Your results are primarily driven by the inclusion of Llama 3.1-405B and Grok 3 (and Grok 4 when you include it). Those models are widely believed to be cases where a ton of compute was poured in to make up for poor algorithmic efficiency. If you remove those I expect your methodology would produce similar results as prior work (which is usually trying to estimate progress at the frontier of algorithmic efficiency, rather than efficiency progress at the frontier of capabilities).
I could imagine a reply that says “well, it’s a real fact that when you start with a model like Grok 3, the next models to reach a similar capability level will be much more efficient”. And this is true! But if you care about that fact, I think you should instead have two stylized facts, one about what happens when you are catching up to Grok or Llama, and one about what happens when you are catching up to GPT, Claude, or Gemini, rather than trying to combine these into a single estimate that doesn’t describe either case.
Your detailed results are also screaming at you that your method is not reliable. It is really not a good sign when your analysis that by construction has to give numbers in [1,∞) produces results that on the low end include 1.154, 2.112, 3.201 and on the high end include 19,399.837 and even (if you include Grok 4) 2.13E+09 and 2.65E+16 (!!)
I find this reasoning unconvincing because their appendix analysis (like that in this blog post) is based on more AI models than their primary analysis!
The primary evidence that the method is unreliable is not that the dataset is too small, it’s that the results span such a wide interval, and it seems very sensitive to choices that shouldn’t matter much.
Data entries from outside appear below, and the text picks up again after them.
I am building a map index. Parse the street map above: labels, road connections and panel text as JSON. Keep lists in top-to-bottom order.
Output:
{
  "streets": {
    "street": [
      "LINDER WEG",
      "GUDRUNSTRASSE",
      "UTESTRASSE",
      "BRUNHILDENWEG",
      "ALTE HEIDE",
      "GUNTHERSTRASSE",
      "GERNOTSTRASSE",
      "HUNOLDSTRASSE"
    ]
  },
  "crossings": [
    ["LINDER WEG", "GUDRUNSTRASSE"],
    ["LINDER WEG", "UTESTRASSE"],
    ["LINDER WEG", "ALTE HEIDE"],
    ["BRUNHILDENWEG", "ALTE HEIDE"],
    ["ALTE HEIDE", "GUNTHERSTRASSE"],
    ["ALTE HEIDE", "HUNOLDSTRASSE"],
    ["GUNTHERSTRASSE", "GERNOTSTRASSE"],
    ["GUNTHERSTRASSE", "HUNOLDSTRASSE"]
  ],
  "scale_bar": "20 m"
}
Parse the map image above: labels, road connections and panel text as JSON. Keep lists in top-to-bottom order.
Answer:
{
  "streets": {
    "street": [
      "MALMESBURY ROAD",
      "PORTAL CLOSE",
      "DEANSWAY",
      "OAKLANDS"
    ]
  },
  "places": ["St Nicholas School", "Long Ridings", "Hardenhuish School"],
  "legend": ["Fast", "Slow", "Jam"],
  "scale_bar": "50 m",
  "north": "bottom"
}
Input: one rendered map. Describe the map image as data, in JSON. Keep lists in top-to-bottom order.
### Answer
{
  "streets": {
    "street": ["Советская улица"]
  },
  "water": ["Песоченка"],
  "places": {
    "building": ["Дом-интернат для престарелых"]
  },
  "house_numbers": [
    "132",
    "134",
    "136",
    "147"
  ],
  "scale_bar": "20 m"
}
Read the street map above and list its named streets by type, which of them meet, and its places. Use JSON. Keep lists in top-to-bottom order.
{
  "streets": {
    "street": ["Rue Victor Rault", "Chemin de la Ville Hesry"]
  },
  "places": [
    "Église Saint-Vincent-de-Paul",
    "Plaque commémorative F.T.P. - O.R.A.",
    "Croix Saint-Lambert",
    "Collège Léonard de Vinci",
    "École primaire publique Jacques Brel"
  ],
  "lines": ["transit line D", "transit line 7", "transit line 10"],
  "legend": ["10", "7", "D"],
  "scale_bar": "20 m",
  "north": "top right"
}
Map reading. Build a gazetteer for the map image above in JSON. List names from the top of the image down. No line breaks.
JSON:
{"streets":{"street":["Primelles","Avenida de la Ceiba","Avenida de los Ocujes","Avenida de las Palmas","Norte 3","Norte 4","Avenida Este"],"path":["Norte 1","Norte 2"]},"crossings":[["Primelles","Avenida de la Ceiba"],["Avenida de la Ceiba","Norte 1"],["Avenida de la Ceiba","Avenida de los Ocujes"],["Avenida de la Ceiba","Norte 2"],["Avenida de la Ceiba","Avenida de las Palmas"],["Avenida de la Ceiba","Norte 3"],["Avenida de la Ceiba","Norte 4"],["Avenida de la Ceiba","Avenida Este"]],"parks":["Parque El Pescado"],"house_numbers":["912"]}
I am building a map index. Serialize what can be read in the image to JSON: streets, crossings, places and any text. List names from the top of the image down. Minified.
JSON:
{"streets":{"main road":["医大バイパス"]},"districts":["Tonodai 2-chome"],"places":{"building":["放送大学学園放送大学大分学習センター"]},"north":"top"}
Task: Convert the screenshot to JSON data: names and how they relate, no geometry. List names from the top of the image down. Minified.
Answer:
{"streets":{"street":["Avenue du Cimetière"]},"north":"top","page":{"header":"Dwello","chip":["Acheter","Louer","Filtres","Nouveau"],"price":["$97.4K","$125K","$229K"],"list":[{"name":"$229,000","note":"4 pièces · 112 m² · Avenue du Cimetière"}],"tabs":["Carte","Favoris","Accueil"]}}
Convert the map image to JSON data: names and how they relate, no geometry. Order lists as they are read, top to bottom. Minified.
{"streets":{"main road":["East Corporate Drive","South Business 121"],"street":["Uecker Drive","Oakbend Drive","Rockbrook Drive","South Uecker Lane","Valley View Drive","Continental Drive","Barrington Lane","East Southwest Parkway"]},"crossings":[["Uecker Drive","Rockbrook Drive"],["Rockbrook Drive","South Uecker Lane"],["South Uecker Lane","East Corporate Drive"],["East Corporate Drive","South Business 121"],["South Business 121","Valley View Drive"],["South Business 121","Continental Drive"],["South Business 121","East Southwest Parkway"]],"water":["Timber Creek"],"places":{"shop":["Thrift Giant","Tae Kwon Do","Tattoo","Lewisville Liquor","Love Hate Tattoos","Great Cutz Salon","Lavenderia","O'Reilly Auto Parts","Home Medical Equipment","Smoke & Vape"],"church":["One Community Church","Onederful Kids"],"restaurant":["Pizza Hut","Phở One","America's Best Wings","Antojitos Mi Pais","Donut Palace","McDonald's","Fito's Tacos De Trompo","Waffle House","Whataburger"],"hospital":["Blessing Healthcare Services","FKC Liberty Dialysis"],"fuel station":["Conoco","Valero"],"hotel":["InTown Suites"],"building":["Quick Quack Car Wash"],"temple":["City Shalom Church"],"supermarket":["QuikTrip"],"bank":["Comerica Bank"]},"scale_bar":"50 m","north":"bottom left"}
Your results are primarily driven by the inclusion of Llama 3.1-405B and Grok 3
I’m fairly sure this is not the case. In this appendix when I systematically drop one frontier model at a time and recalculate the slope for each bucket, Llama 3.1-405B isn’t even the most influential model for the >=25 bucket (the only bucket it’s frontier for)! And looking at the graph, that’s not surprising, it looks right on trend. Grok 3 also looks surprisingly on trend, and looking at that leave-one-out analysis, it is pretty influential, but even without it, the slope for that capability bucket is −3.5 order of magnitude per year. Another reason to think these models are not the main driver of the results is that there are high slopes in capability buckets that don’t include these models, such as 30, 35, 40 (log10 slopes of 1.22, 1.41, 1.22).
For thoroughness, I also just reran the analysis and totally excluded these data points and the results are basically the same, for confident and likely compute estimates (main result in the post) we get a weighted log10 mean of 1.64 (44×) and median of 1.21 (16×). I consider these to be quite in line with the main results (1.76, 1.21).
There’s a related point, which is maybe what you’re getting at, which is that these results suffer from the exclusion of proprietary models for which we don’t have good compute estimates. For example, o1 would have been the first models in Grok 3′s performance tier and plausibly used less compute—if we had a better compute estimate for it and it was less than Grok 3, Grok 3 wouldn’t have made the frontier. By definition the slope for that capability bucket would be less steep. I thought about trying to make my own compute estimates for such models but decided not to for the sake of project scope.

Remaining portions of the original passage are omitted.